=== RECORDS FOR THE EXERCISE ===

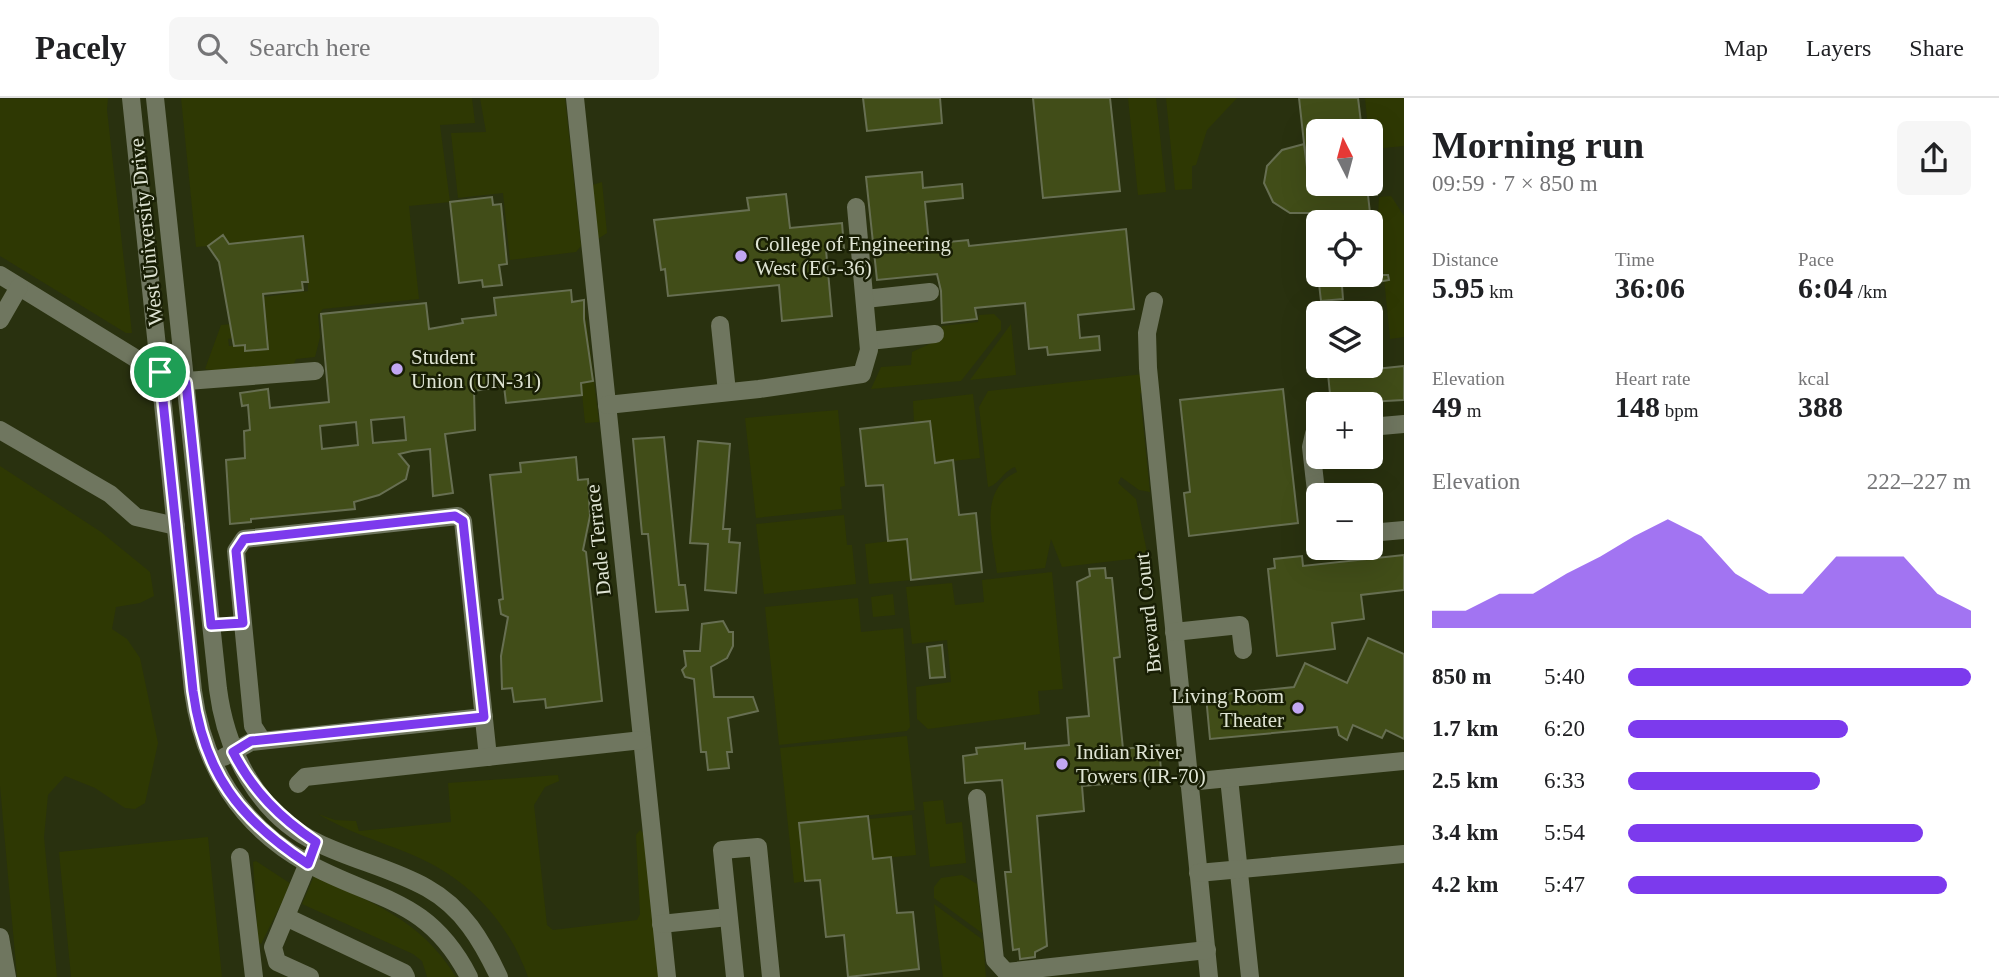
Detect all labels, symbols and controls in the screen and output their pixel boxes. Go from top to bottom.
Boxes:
search box [169,17,659,80]
icon: search [193,29,231,67]
text: Pacely [35,30,127,66]
text: Search here [249,33,371,62]
text: Map [1724,35,1768,61]
text: Layers [1806,35,1871,61]
text: Share [1909,35,1964,61]
north arrow [1306,119,1382,196]
map controls [1306,119,1383,560]
button: share [1897,121,1971,195]
text: Morning run [1432,124,1644,166]
street label: West University Drive [124,137,168,327]
text: 09:59 · 7 × 850 m [1432,171,1598,196]
button: locate [1306,210,1383,287]
place label: College of Engineering West (EG-36) [755,232,951,280]
marker: College of Engineering West (EG-36) [733,248,749,264]
text: Distance [1432,249,1498,270]
text: Time [1615,249,1654,270]
text: Pace [1798,249,1834,270]
text: 5.95 [1432,271,1485,304]
text: 36:06 [1615,271,1685,304]
text: 6:04 [1798,271,1853,304]
text: km [1485,281,1514,302]
text: /km [1853,281,1887,302]
button: layers [1306,301,1383,378]
pin [130,342,190,402]
place label: Student Union (UN-31) [411,345,541,393]
icon: arrive [141,353,179,391]
marker: Student Union (UN-31) [389,361,405,377]
text: Elevation [1432,368,1505,389]
text: Heart rate [1615,368,1690,389]
text: kcal [1798,368,1830,389]
text: 49 [1432,390,1462,423]
text: 148 [1615,390,1660,423]
text: 388 [1798,390,1843,423]
button: + [1306,392,1383,469]
text: m [1462,400,1482,421]
text: bpm [1660,400,1699,421]
text: Elevation [1432,469,1520,494]
text: 222–227 m [1867,469,1971,494]
street label: Dade Terrace [580,483,616,597]
button: − [1306,483,1383,560]
street label: Brevard Court [1130,552,1166,674]
text: 850 m [1432,664,1491,689]
text: 5:40 [1544,664,1585,689]
place label: Living Room Theater [1171,684,1284,732]
marker: Living Room Theater [1290,700,1306,716]
text: 1.7 km [1432,716,1498,741]
text: 6:20 [1544,716,1585,741]
place label: Indian River Towers (IR-70) [1076,740,1206,788]
marker: Indian River Towers (IR-70) [1054,756,1070,772]
text: 2.5 km [1432,768,1498,793]
text: 6:33 [1544,768,1585,793]
text: 3.4 km [1432,820,1498,845]
text: 5:54 [1544,820,1585,845]
text: 4.2 km [1432,872,1498,897]
text: 5:47 [1544,872,1585,897]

===

(TASK STATEMENT) The output should consist of the records above, reproduced exactly, without pictures.

(WRITTEN ANSWER)
Detect all labels, symbols and controls in the screen and output their pixel boxes. Go from top to bottom.
Boxes:
search box [169,17,659,80]
icon: search [193,29,231,67]
text: Pacely [35,30,127,66]
text: Search here [249,33,371,62]
text: Map [1724,35,1768,61]
text: Layers [1806,35,1871,61]
text: Share [1909,35,1964,61]
north arrow [1306,119,1382,196]
map controls [1306,119,1383,560]
button: share [1897,121,1971,195]
text: Morning run [1432,124,1644,166]
street label: West University Drive [124,137,168,327]
text: 09:59 · 7 × 850 m [1432,171,1598,196]
button: locate [1306,210,1383,287]
place label: College of Engineering West (EG-36) [755,232,951,280]
marker: College of Engineering West (EG-36) [733,248,749,264]
text: Distance [1432,249,1498,270]
text: Time [1615,249,1654,270]
text: Pace [1798,249,1834,270]
text: 5.95 [1432,271,1485,304]
text: 36:06 [1615,271,1685,304]
text: 6:04 [1798,271,1853,304]
text: km [1485,281,1514,302]
text: /km [1853,281,1887,302]
button: layers [1306,301,1383,378]
pin [130,342,190,402]
place label: Student Union (UN-31) [411,345,541,393]
icon: arrive [141,353,179,391]
marker: Student Union (UN-31) [389,361,405,377]
text: Elevation [1432,368,1505,389]
text: Heart rate [1615,368,1690,389]
text: kcal [1798,368,1830,389]
text: 49 [1432,390,1462,423]
text: 148 [1615,390,1660,423]
text: 388 [1798,390,1843,423]
button: + [1306,392,1383,469]
text: m [1462,400,1482,421]
text: bpm [1660,400,1699,421]
text: Elevation [1432,469,1520,494]
text: 222–227 m [1867,469,1971,494]
street label: Dade Terrace [580,483,616,597]
button: − [1306,483,1383,560]
street label: Brevard Court [1130,552,1166,674]
text: 850 m [1432,664,1491,689]
text: 5:40 [1544,664,1585,689]
place label: Living Room Theater [1171,684,1284,732]
marker: Living Room Theater [1290,700,1306,716]
text: 1.7 km [1432,716,1498,741]
text: 6:20 [1544,716,1585,741]
place label: Indian River Towers (IR-70) [1076,740,1206,788]
marker: Indian River Towers (IR-70) [1054,756,1070,772]
text: 2.5 km [1432,768,1498,793]
text: 6:33 [1544,768,1585,793]
text: 3.4 km [1432,820,1498,845]
text: 5:54 [1544,820,1585,845]
text: 4.2 km [1432,872,1498,897]
text: 5:47 [1544,872,1585,897]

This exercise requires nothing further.